Slocomb Reed: Best Ever listeners, welcome to the best real estate investing advice ever show. I'm Slocomb Reed, and today I am here with Chad Freeman. Chad is a returning guest of the podcast. Last time he was on aired August 10th of 2022, episode 2899, "Revitalizing undervalued mobile home parks, featuring Chad Freeman." He's based in Jacksonville, Florida, and his company is MHP Investors. Current portfolio includes 150 mobile home spaces, with 47 RV spaces, and he works as an airline pilot. Chad, can you tell us a little bit more about your background and what you've been working on this past year?

Chad Freeman: Sure. Well, you mentioned airline pilot... So when I was a young airline pilot - I guess I'm still kind of young, but when I was first starting with the airlines, I knew I needed something besides just airline income to rely on, especially because it's such an unstable area as getting into, a career. So I started in real estate, and I knew right out of college that I wanted real estate, so I started in residential real estate... And then fast-forward to 2017, a couple of years later, that's when I got into mobile home parks.

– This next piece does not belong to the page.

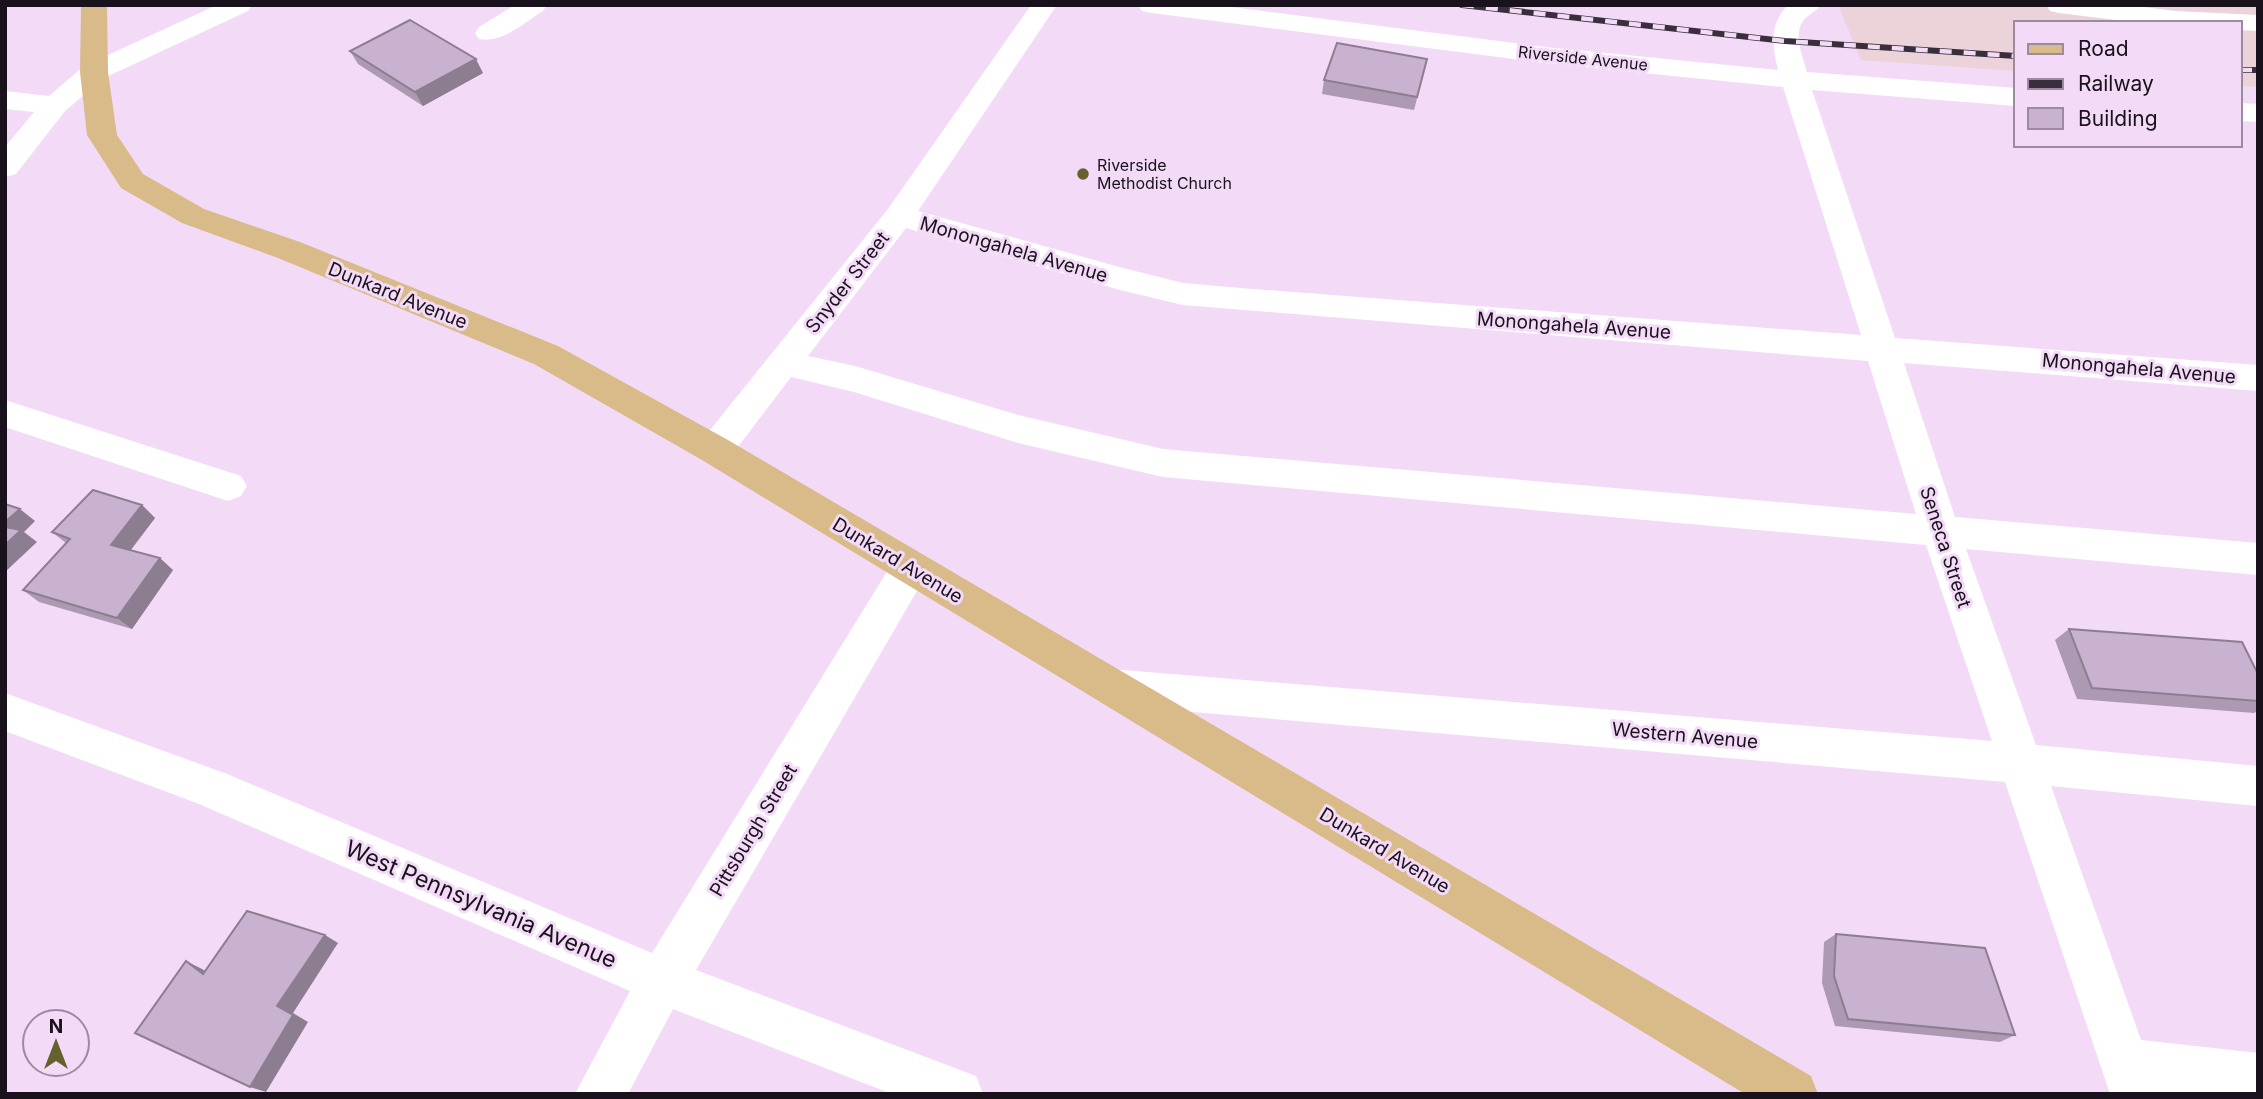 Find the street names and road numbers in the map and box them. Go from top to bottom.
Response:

So for the last six months or so since we've talked, we've been busy implementing some systems and operating procedures, and just trying to deal with the portfolio that we have, and do infill and just make it the best properties that we possibly can, and fill out those plans while continuing to look for properties to purchase. We've got a syndication now open, so we've got active investors, and we're raising money and purchasing more properties... And I've found it's been pretty slow until just recently; I noticed a lot more activity picking up, and talking to bankers and other brokers and whatnot too, they're also feeling the same.

Slocomb Reed: I want to ask you what the last year has felt like, Chad... So let's just put a pin on just recently, right now, so that our listeners whenever they're listening know what time period we're talking about. When is it that you started to see the market pick up with more opportunities and more brokers calling you?

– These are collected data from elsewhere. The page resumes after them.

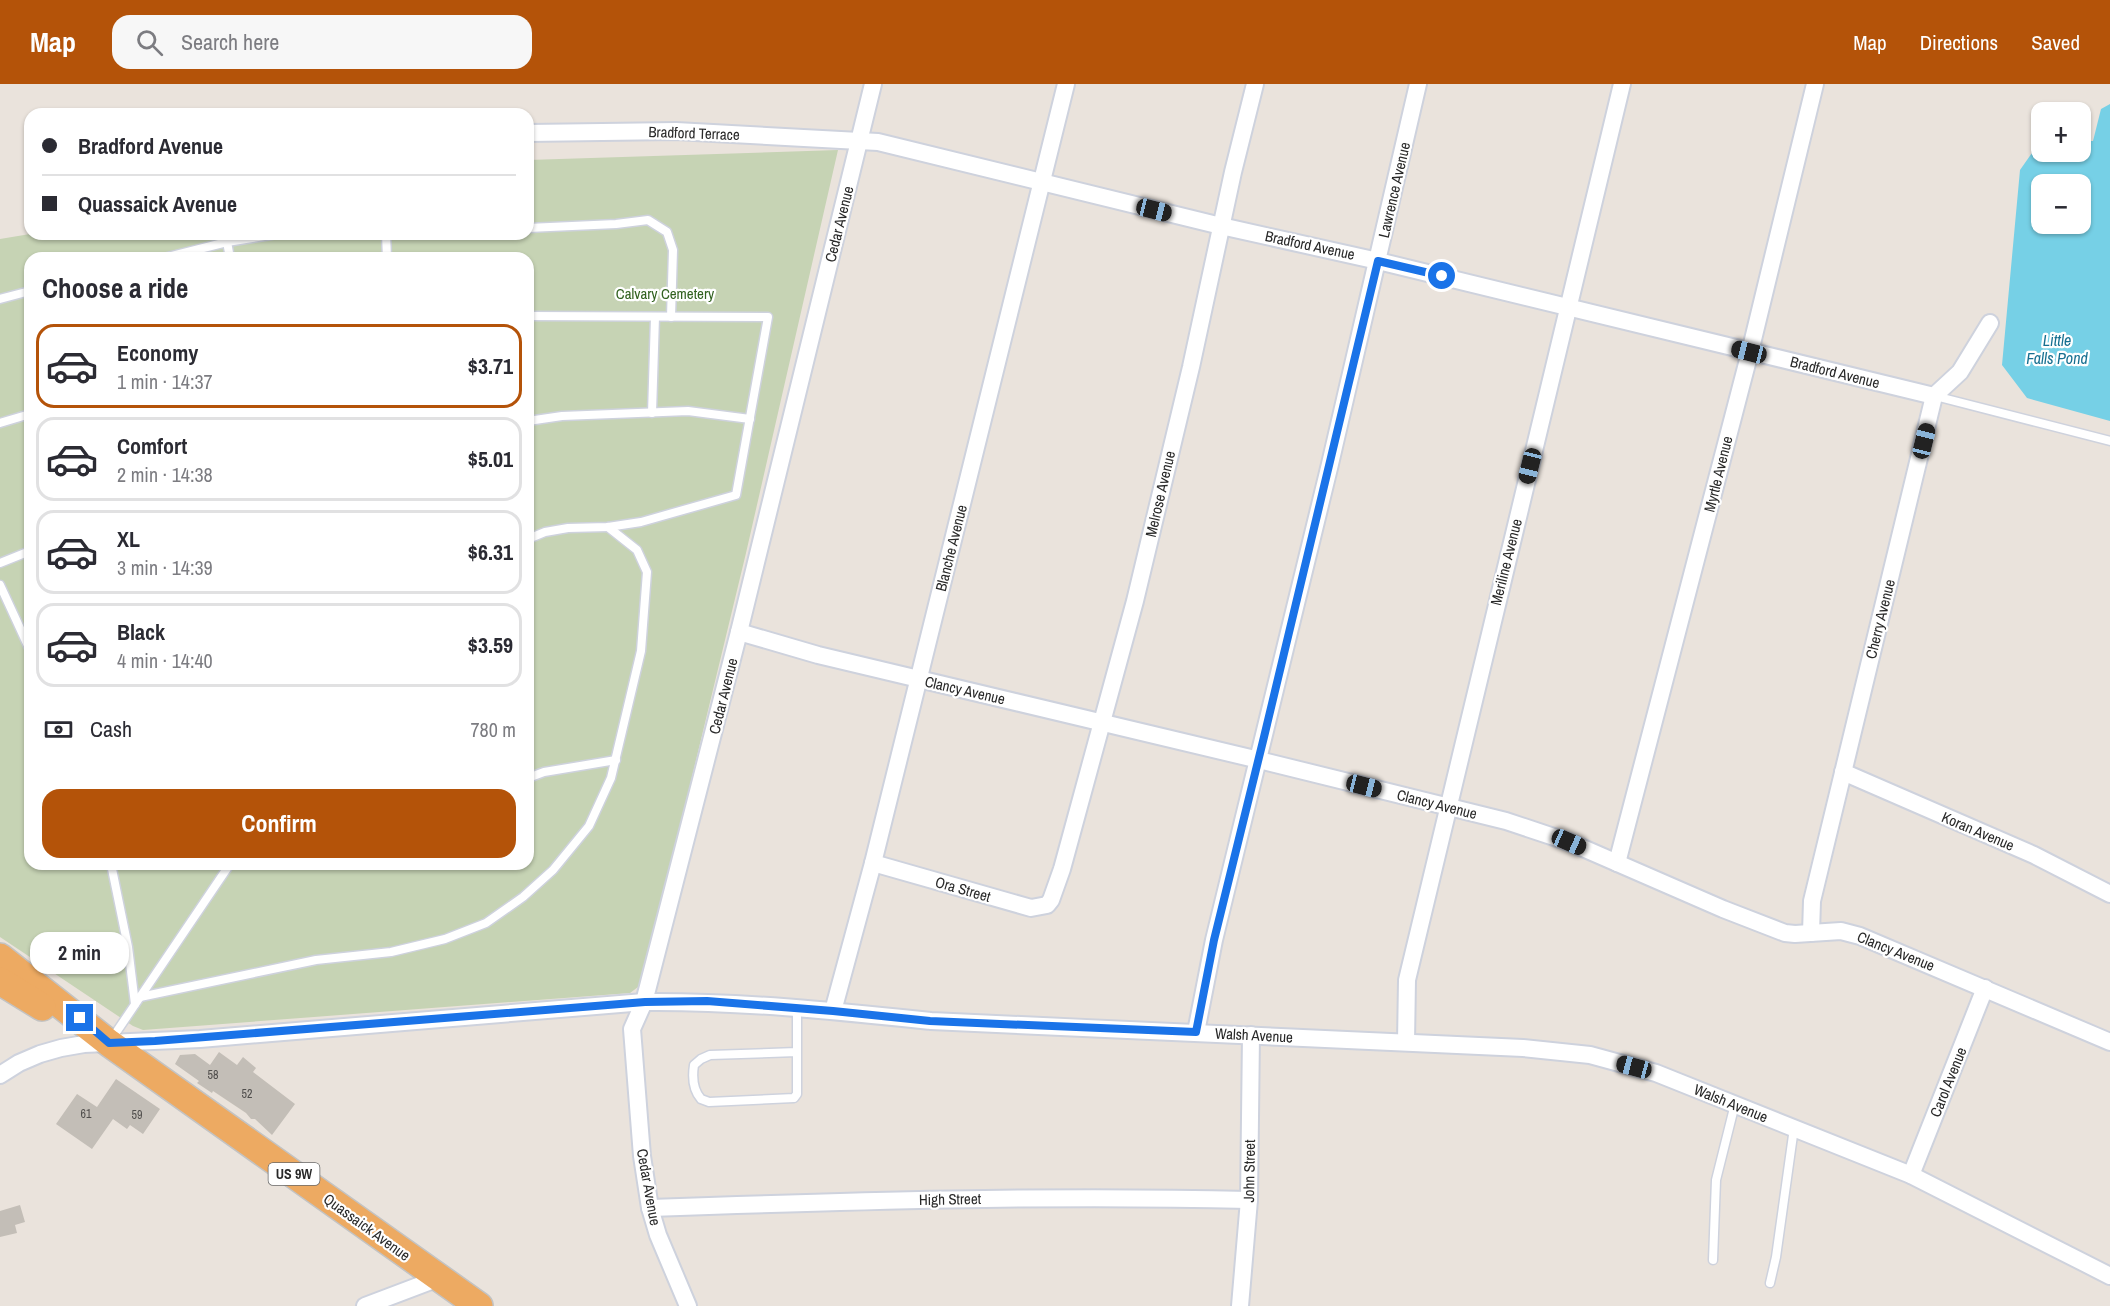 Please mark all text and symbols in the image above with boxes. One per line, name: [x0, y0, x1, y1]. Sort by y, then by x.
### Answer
search box: [112, 15, 532, 69]
text: Map: [30, 23, 76, 61]
icon: search: [133, 26, 166, 59]
text: Search here: [181, 27, 279, 57]
text: Map: [1853, 28, 1887, 57]
text: Directions: [1920, 28, 1998, 57]
text: Saved: [2031, 28, 2080, 57]
map controls: [2031, 102, 2091, 234]
button: +: [2031, 102, 2091, 162]
street label: Bradford Terrace: [648, 121, 740, 145]
text: Bradford Avenue: [78, 131, 223, 161]
street label: Lawrence Avenue: [1373, 140, 1415, 240]
button: −: [2031, 174, 2091, 234]
street label: Cedar Avenue: [819, 184, 859, 264]
text: Quassaick Avenue: [78, 189, 237, 219]
car: [1134, 197, 1174, 223]
street label: Bradford Avenue: [1263, 225, 1357, 265]
route start: [1428, 262, 1455, 289]
text: Choose a ride: [42, 270, 188, 306]
park label: Calvary Cemetery: [616, 283, 715, 304]
water label: Little Falls Pond: [2026, 329, 2088, 369]
text: Economy: [117, 338, 198, 368]
icon: car: [45, 339, 99, 393]
car: [1729, 339, 1769, 365]
text: $3.71: [468, 351, 513, 381]
street label: Bradford Avenue: [1788, 351, 1882, 393]
text: 1 min · 14:37: [117, 368, 213, 395]
car: [1911, 421, 1937, 461]
text: Comfort: [117, 431, 187, 461]
icon: car: [45, 432, 99, 486]
street label: Myrtle Avenue: [1698, 434, 1738, 514]
text: $5.01: [468, 444, 513, 474]
car: [1517, 446, 1543, 486]
street label: Melrose Avenue: [1140, 449, 1180, 539]
text: 2 min · 14:38: [117, 461, 213, 488]
street label: Blanche Avenue: [930, 502, 972, 594]
street label: Meriline Avenue: [1485, 516, 1527, 608]
text: XL: [117, 524, 140, 554]
icon: car: [45, 525, 99, 579]
text: $6.31: [468, 537, 513, 567]
text: 3 min · 14:39: [117, 554, 213, 581]
street label: Cherry Avenue: [1860, 577, 1900, 661]
text: Black: [117, 617, 165, 647]
icon: car: [45, 618, 99, 672]
text: $3.59: [468, 630, 513, 660]
text: 4 min · 14:40: [117, 647, 213, 674]
street label: Cedar Avenue: [703, 656, 743, 736]
street label: Clancy Avenue: [923, 671, 1007, 709]
icon: cash: [42, 713, 75, 746]
text: Cash: [90, 714, 132, 744]
text: 780 m: [470, 716, 516, 743]
car: [1344, 773, 1384, 799]
street label: Clancy Avenue: [1395, 784, 1479, 824]
button: Confirm: [42, 789, 516, 858]
street label: Koran Avenue: [1938, 806, 2018, 856]
car: [1549, 826, 1589, 858]
street label: Ora Street: [933, 871, 994, 907]
street label: Clancy Avenue: [1854, 926, 1938, 976]
callout: 2 min: [31, 931, 130, 973]
text: 2 min: [58, 939, 101, 966]
route end: [66, 1004, 93, 1031]
street label: Walsh Avenue: [1215, 1022, 1294, 1048]
street label: Carol Avenue: [1924, 1044, 1972, 1120]
car: [1614, 1054, 1654, 1080]
house number: 58: [208, 1067, 218, 1083]
street label: Walsh Avenue: [1691, 1079, 1771, 1127]
house number: 52: [242, 1086, 252, 1102]
house number: 61: [81, 1106, 92, 1122]
house number: 59: [132, 1107, 142, 1123]
street label: John Street: [1238, 1139, 1260, 1203]
street label: Cedar Avenue: [632, 1147, 666, 1227]
road number: US 9W: [268, 1163, 320, 1185]
street label: Quassaick Avenue: [319, 1188, 415, 1266]
street label: High Street: [919, 1188, 982, 1210]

Chad Freeman: Just last month or so maybe. We were really slow on offers, because we just weren't running into a lot that made sense...

Slocomb Reed: So we're talking the month of May 2023.

Chad Freeman: Yeah, just recently I've noticed more.

Slocomb Reed: Gotcha. And you have one of those under contract, it sounds like.

Chad Freeman: Well, I've made quite a few offers lately for us, and then it sounds like we're gonna end up with a partnership deal from just being on social media, I think, and just trying to increase our online presence, I've found people are starting to reach out to me more.

Slocomb Reed: It's interesting, Chad - I am going to rag on a lot of multifamily investors at least, a little bit, at your expense, as you're the one who has to be across from the interview, hearing this from me... I've been calling myself an apartment owner-operator on this podcast since late 2021; operators in the title, I feel like I've been focused on operations the whole time. I hear a lot of investors nowadays saying that they are focused on their operations, and it sounds like a cover for "I can't find anything to buy and I'm worried about my capital reserves and making it through whatever is coming." Does that resonate with you at all? Have you experienced the same thing in your conversations?

Chad Freeman: No, we're ready to buy. It's not an excuse. If anything was an excuse is because we didn't have enough deal flow. But the mobile home park sector - it's a different animal than apartments. I know a lot of people are having problems with all the frenzy of last year, and the speculators, and people making the front page of the Wall Street Journal with defaults... That's not going on in the mobile home park sector. In fact, I just called our bank the other day, or one of the base we like, and I said "We're making a bunch of offers. Are we still going to be able to get a loan?" And the banker's answer was "It's business as usual. We've never had a single mobile home park loan go bad, ever." So they're happy to do more.

Slocomb Reed: Business as usual, just with higher interest rates, I'd imagine.

Chad Freeman: Of course. Let's talk about the fluctuations in the market. We were on this podcast, talking about a couple of value-add or turnarounds you were doing with your parks last year... It sounds like the lending space hasn't changed with the exception of interest rates. Between summer of 2022 and now, the end of the spring, early summer 2023, what has changed with mobile home parks?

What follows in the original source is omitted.